Outperforming cuBLAS on Blackwell

Blackwell Features: Tensor Memory

x

Tensor Memory (TMEM) is a new form of on-chip memory that is dedicated exclusively for use by Tensor Cores. As Hopper and prior generations held matrix fragments in register files, this led to significant register pressure where register file space became a critical bottleneck for performance. With the introduction of Tensor Memory, for an MMA instruction, Operand A must be in TMEM or SMEM, B must be in SMEM, and the accumulator must be in TMEM. As a result, 5th generation MMA instructions no longer require any register file space for data, which reduces the register pressure from these operations. Consequently, this lack of registers further decouples MMA from the CTA’s main execution flow which provides further opportunities for pipelining. Overall, the introduction of TMEM is another data point towards the trend of general-purpose computational resources being turned into specialized and ML application specific resources, further ASIC-ification if you will. As seen in the image above, TMEM is organized in a 2 dimensional fashion with 512 columns and 128 rows/lanes, with 256KB per SM.

x

Additionally, TMEM has to be allocated dynamically using the tcgen05.alloc PTX instruction where allocation is in units of columns. Also data in TMEM is only used for MMA operations or data movement, so all post and pre-processing will occur outside of TMEM.

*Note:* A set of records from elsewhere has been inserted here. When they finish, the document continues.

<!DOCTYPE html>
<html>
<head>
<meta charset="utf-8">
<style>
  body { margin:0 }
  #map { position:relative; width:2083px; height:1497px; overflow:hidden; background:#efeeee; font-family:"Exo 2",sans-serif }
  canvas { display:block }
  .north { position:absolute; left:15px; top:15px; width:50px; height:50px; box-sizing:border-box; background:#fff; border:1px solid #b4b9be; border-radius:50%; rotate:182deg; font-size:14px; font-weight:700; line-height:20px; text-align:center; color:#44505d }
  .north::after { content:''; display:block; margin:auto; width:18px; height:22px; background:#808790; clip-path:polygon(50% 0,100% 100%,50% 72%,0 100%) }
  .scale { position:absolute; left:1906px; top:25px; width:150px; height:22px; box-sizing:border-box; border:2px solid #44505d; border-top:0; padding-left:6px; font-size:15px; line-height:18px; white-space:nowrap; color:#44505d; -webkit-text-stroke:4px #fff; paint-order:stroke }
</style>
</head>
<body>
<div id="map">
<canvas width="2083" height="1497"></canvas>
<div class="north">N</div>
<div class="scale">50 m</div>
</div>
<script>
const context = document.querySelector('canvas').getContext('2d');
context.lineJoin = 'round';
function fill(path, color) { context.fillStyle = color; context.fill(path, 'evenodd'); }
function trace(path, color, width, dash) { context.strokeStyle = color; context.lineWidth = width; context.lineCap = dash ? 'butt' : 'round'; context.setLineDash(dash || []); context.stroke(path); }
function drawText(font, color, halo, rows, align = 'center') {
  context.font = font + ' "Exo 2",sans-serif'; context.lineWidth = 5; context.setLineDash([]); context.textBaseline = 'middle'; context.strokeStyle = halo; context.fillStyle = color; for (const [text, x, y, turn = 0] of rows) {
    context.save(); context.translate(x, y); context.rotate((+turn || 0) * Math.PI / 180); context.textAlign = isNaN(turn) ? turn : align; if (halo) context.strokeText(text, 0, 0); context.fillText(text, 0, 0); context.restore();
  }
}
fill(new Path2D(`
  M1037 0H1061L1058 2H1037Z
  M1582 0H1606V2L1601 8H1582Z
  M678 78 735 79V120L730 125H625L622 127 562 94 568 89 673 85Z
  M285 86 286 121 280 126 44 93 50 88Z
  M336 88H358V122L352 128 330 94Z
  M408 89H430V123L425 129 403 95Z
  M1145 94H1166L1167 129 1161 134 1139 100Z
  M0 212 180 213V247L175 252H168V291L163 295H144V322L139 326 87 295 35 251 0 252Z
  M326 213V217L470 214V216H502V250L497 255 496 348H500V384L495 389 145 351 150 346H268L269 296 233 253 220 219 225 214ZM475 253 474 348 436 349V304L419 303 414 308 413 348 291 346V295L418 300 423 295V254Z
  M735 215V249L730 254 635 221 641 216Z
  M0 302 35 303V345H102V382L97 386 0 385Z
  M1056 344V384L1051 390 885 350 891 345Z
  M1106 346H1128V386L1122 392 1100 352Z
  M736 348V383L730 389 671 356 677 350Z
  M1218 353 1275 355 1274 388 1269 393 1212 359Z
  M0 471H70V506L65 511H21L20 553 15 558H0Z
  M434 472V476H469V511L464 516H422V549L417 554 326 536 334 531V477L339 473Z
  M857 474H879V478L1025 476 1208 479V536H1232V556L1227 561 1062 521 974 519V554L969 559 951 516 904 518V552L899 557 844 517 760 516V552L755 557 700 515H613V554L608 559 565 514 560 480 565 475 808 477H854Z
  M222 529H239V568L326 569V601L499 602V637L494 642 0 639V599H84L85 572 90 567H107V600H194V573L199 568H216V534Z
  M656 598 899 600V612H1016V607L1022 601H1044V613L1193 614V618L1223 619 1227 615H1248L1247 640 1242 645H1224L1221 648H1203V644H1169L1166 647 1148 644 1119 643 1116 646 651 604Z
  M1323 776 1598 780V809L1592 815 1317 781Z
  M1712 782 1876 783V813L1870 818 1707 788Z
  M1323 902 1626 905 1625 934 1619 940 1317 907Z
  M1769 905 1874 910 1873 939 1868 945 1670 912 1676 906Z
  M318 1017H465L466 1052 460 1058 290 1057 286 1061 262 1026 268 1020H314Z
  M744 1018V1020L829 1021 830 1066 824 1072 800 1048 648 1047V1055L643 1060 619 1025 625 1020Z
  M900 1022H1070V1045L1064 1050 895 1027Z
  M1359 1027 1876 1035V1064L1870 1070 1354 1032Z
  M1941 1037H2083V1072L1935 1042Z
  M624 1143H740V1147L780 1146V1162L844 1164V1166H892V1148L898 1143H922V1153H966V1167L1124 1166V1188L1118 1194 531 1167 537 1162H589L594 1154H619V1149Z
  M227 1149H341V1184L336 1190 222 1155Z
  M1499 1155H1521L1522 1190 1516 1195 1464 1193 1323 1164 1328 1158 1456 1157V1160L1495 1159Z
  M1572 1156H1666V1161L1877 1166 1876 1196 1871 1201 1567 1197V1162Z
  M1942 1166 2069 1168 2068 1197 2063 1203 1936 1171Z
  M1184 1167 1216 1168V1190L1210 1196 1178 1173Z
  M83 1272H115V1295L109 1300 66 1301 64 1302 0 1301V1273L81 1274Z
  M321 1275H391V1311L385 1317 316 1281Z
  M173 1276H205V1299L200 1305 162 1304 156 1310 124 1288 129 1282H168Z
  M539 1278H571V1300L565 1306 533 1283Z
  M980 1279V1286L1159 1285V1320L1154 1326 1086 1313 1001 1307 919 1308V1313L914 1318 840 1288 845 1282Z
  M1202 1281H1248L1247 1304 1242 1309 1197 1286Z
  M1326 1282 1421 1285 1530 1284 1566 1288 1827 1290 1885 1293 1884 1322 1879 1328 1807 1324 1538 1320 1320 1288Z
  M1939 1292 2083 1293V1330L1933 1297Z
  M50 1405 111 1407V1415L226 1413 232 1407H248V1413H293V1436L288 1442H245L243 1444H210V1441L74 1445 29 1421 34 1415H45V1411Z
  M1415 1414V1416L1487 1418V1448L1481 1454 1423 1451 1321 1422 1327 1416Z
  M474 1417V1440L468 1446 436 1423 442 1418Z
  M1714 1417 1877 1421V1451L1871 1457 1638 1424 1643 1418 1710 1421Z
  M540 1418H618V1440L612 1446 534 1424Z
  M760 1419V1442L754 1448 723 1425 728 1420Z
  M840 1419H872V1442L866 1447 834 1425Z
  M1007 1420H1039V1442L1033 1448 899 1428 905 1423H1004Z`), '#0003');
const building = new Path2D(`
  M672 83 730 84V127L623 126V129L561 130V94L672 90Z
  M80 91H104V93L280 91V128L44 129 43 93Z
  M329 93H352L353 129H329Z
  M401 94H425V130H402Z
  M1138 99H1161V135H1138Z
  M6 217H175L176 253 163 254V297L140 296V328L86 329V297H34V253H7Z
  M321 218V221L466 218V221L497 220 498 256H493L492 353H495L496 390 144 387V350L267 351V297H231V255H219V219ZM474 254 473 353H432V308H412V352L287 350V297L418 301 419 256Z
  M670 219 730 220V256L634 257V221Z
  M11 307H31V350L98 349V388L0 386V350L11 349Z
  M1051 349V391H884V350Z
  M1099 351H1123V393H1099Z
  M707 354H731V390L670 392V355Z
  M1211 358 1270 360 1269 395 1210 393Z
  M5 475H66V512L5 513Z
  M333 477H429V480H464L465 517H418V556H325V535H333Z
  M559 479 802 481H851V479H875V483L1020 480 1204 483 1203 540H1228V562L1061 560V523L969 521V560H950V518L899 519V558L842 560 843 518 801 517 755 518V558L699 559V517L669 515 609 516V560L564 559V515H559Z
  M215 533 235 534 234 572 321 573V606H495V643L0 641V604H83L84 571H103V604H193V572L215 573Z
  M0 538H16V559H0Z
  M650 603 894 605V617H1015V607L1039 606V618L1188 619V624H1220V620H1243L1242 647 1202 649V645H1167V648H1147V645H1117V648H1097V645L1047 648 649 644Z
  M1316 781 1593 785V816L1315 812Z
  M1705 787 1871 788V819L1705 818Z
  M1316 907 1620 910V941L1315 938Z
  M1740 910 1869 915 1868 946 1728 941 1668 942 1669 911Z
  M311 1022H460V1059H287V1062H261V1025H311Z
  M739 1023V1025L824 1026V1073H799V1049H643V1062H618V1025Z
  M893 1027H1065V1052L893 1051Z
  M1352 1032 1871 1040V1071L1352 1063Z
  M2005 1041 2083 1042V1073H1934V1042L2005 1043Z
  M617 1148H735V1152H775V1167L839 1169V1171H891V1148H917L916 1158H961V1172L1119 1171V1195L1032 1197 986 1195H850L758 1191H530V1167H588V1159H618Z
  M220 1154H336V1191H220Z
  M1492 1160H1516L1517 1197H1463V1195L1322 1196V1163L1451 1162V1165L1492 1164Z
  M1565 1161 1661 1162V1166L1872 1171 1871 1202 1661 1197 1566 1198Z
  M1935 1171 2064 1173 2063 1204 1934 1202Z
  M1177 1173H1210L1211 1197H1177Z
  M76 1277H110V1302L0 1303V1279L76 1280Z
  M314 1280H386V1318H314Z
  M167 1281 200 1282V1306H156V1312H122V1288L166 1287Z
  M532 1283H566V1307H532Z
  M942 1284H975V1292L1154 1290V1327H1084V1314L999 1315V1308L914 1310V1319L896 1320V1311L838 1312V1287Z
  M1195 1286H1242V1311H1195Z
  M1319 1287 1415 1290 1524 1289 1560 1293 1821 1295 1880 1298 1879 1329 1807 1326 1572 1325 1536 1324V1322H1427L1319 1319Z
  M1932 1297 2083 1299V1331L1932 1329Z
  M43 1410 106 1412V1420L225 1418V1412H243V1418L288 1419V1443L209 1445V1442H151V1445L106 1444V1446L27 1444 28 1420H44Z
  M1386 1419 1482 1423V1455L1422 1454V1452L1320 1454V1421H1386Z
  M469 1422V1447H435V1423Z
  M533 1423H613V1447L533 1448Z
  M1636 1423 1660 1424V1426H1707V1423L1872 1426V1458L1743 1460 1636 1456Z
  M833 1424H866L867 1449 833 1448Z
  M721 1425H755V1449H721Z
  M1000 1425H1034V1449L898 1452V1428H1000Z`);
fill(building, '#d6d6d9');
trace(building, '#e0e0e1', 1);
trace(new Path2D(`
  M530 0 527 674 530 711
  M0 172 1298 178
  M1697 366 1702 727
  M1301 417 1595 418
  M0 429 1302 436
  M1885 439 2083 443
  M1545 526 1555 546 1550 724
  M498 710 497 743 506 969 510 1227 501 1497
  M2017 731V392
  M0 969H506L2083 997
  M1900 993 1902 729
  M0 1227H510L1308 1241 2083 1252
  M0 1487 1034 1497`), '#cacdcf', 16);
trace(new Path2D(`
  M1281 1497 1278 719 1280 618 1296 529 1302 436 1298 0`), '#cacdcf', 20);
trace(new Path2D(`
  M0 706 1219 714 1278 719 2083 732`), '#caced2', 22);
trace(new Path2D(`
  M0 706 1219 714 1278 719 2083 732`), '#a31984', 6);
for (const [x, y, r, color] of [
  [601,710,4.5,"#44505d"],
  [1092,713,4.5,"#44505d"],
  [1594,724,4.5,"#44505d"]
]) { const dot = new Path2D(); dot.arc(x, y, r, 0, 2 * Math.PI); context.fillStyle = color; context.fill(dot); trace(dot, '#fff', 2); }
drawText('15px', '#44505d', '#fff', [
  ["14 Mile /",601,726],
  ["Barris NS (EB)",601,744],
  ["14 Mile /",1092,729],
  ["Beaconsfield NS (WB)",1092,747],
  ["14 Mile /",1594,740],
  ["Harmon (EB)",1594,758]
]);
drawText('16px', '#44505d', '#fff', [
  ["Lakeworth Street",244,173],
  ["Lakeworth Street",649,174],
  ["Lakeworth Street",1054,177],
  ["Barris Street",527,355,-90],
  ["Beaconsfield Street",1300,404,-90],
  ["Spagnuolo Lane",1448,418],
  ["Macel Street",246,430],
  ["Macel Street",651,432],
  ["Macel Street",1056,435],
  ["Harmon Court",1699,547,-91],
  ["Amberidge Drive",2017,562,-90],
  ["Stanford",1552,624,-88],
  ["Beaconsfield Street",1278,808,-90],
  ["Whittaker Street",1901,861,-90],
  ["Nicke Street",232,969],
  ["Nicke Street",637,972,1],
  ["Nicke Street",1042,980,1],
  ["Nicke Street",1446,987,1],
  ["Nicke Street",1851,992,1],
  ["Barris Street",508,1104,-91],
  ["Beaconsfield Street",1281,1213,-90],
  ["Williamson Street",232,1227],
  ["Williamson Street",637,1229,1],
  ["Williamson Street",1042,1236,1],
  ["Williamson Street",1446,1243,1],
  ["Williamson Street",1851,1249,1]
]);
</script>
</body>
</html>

5th Generation Tensor Cores

x

The new 5th generation MMA instruction or tcgen05.mma takes a different form than Hopper’s WMMA or WGMMA as it now allows for a 2-CTA case. Also registers are no longer specified in the PTX instruction and operands a and b are shared memory descriptors similar to the ones used in WGMMA. The main difference is that tcgen05.mma expects an instruction descriptor that contains details regarding data type and sparsity.

x

Above is my specifc tcgen05.mma PTX instruction implementation.

2SM MMA

x

The rationale for extending MMAs to 2 CTAs is that CTA tile loads are often redundant, where the redundancy is occurring at the level of tiles as opposed to specific elements. In order to mitigate this, we can now group CTA’s into a 2x2 cluster where SMs can access each other’s shared memory, as opposed to having to load the tile from global memory and then broadcast that memory to its neighbors in the group. This method of multicasting can scale further but for now we will be using a 2x2 cluster where each CTA loads half of its tiles and gets the rest from its peers.

Hilbert Curve Scheduling

x

Furthering on this concept of working at the CTA level of granularity, we can schedule output tiles of SMs in a Hilbert curve schedule in order to increase our L2 cache hits within the same tile group. Hilbert curve is a space-filling curve that covers all cells within a matrix and ensures that it visits “nearby” cells together. In a sense this pattern is optimizing spatial locality, as a result consecutive tiles will be scheduled at the same time.